Great job on the old timer Mark !!  I don't restore them, but I do add them to the pile when stumbled upon cheaply at an auction or yard sale.  Most recent was a huge (by my standards) blacksmiths vice.  $6.00 isn't going to break me.  It too was stuck solidly and took a lot of effort to free up.  I don't know what their proper name is, but we had one in our blacksmith shop when I was a kid.  Yep, I have that one too and it currently serves as my welding vice.  Dad always said it was old when he was a kid and he was born in 1909.  I do not know how to "date" them either.


----------



## Mark in Indiana (Nov 1, 2014)

tractorman44 said:


> Great job on the old timer Mark !! I don't restore them, but I do add them to the pile when stumbled upon cheaply at an auction or yard sale. Most recent was a huge (by my standards) blacksmiths vice. $6.00 isn't going to break me. It too was stuck solidly and took a lot of effort to free up. I don't know what their proper name is, but we had one in our blacksmith shop when I was a kid. Yep, I have that one too and it currently serves as my welding vice. Dad always said it was old when he was a kid and he was born in 1909. I do not know how to "date" them either.

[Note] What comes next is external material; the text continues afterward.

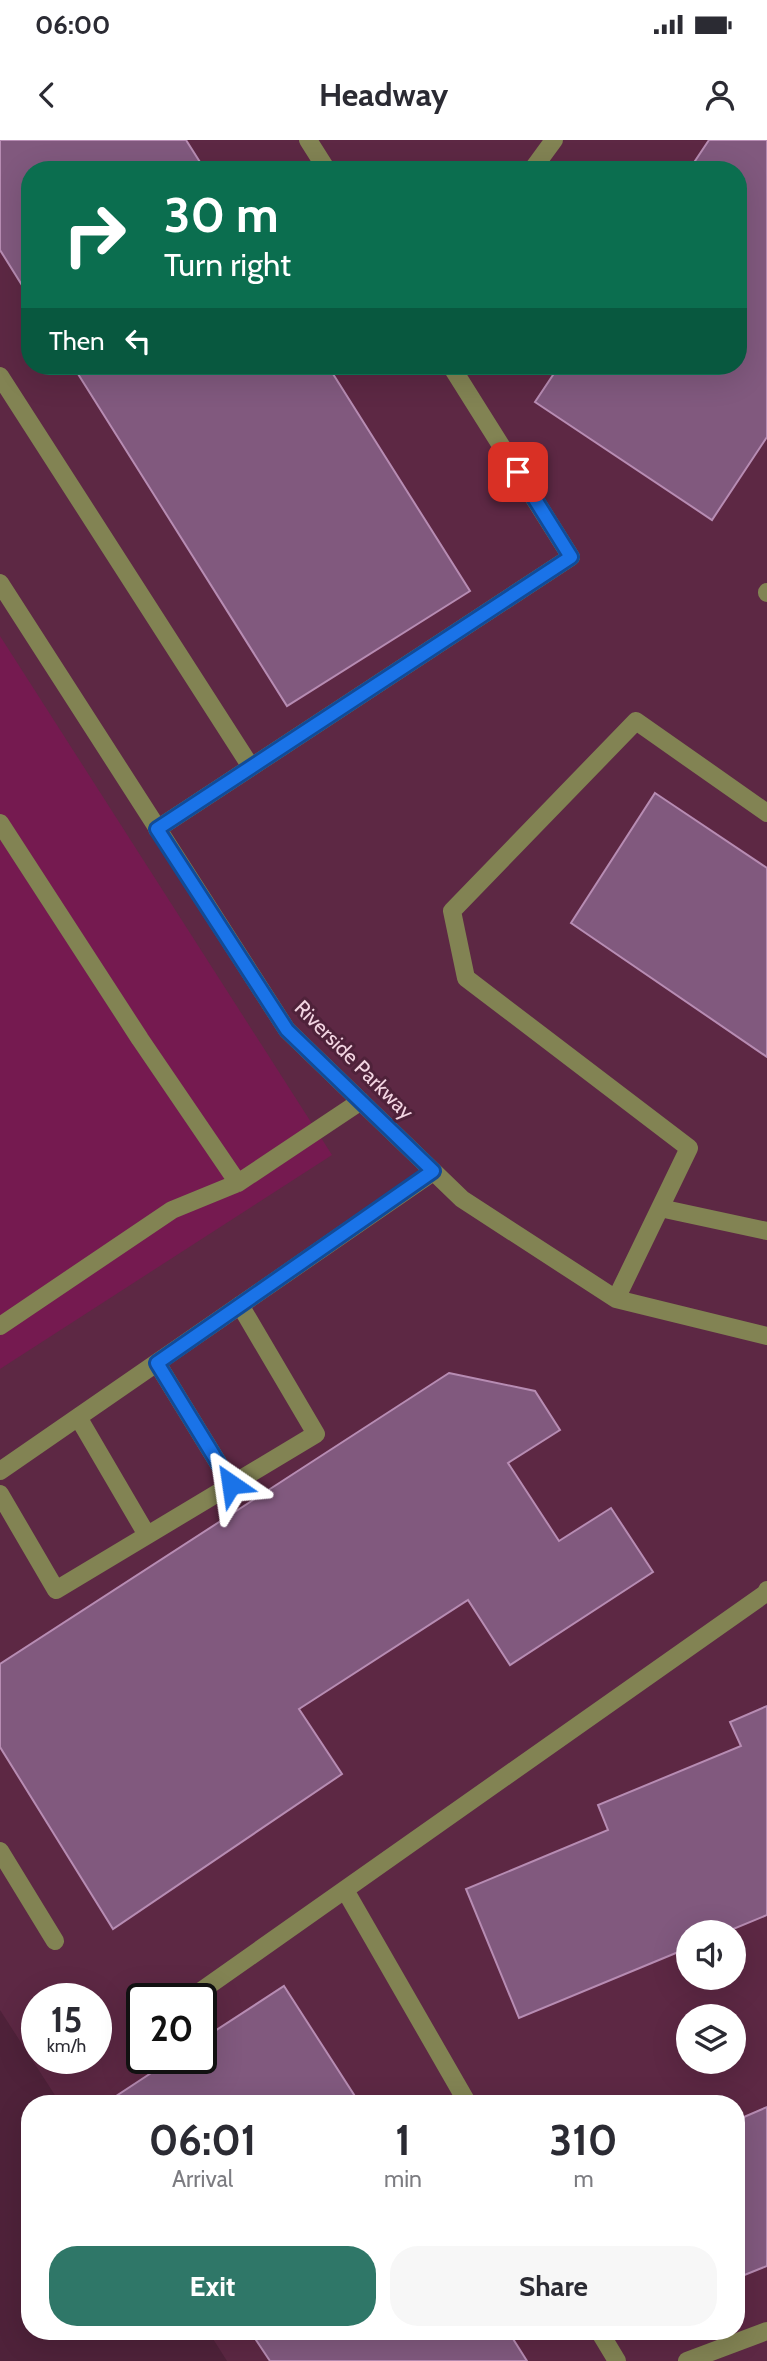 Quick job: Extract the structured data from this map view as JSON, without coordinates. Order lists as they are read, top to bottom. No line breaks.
{"streets":{"street":["Riverside Parkway"]},"page":{"status":"06:00","header":"Headway","turn":["30 m","Turn right"],"then":"Then","speed":"15 km/h","limit":"20","eta":["06:01","Arrival","1","min","310","m"],"buttons":["Exit","Share"]}} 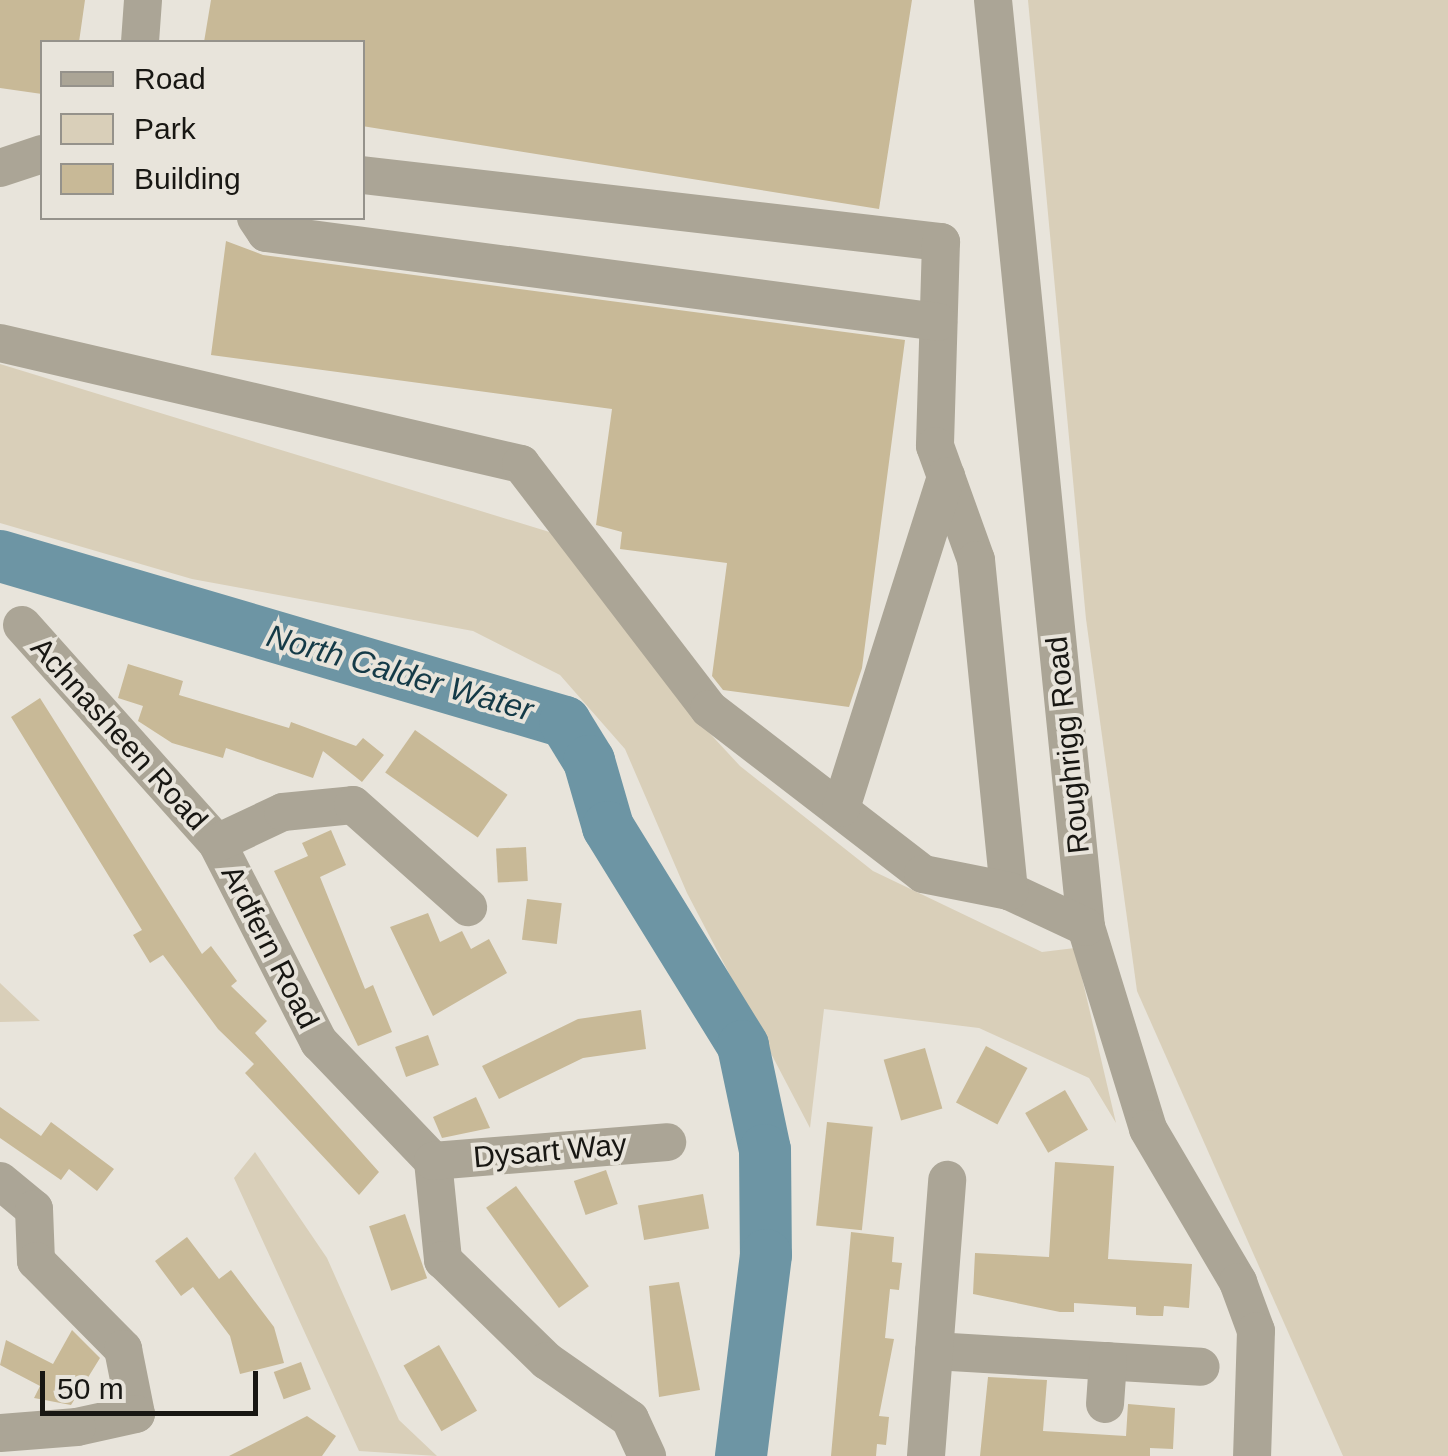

Thank you for your kind words. Unfortunatelly, vintage vises are extremly under valued. Although blacksmith vises are out of my area, you got a great deal at 6$. I mostly see them go for around 100$


----------



## 4GSR (Nov 2, 2014)

The Kurt looking vise was made by Yuasa under license by Kurt back around 1978-1980 something.  I have one of them dad bought back in 1980. Still in nice shape.  I've since replaced it with a newer D-60 Kurt vise.

The tilting vise looks like a Enco brand they sold way back then.  Not positive on that, though.

Both a nice find.


----------



## Earl (Nov 5, 2014)

ebgb68 said:


> I've needed a vice but was torn on what to buy . Today I ran across both of these for sixty bucks. The tilt model had junk written on it so it's fate is certain both the other one works great a little worn but the jaws look great.
> I either did ok or I'm sixty further away from my goal?



I think your tilt vise in an Enco.


----------



## ebgb68 (Nov 5, 2014)

That sure looks like it ?





Earl said:


> I think your tilt vise in an Enco.
> 
> 
> 
> ...


----------



## MELDONMECH (Nov 11, 2014)

ebgb68 said:


> I've needed a vice but was torn on what to buy . Today I ran across both of these for sixty bucks. The tilt model had junk written on it so it's fate is certain both the other one works great a little worn but the jaws look great.
> I either did ok or I'm sixty further away from my goal?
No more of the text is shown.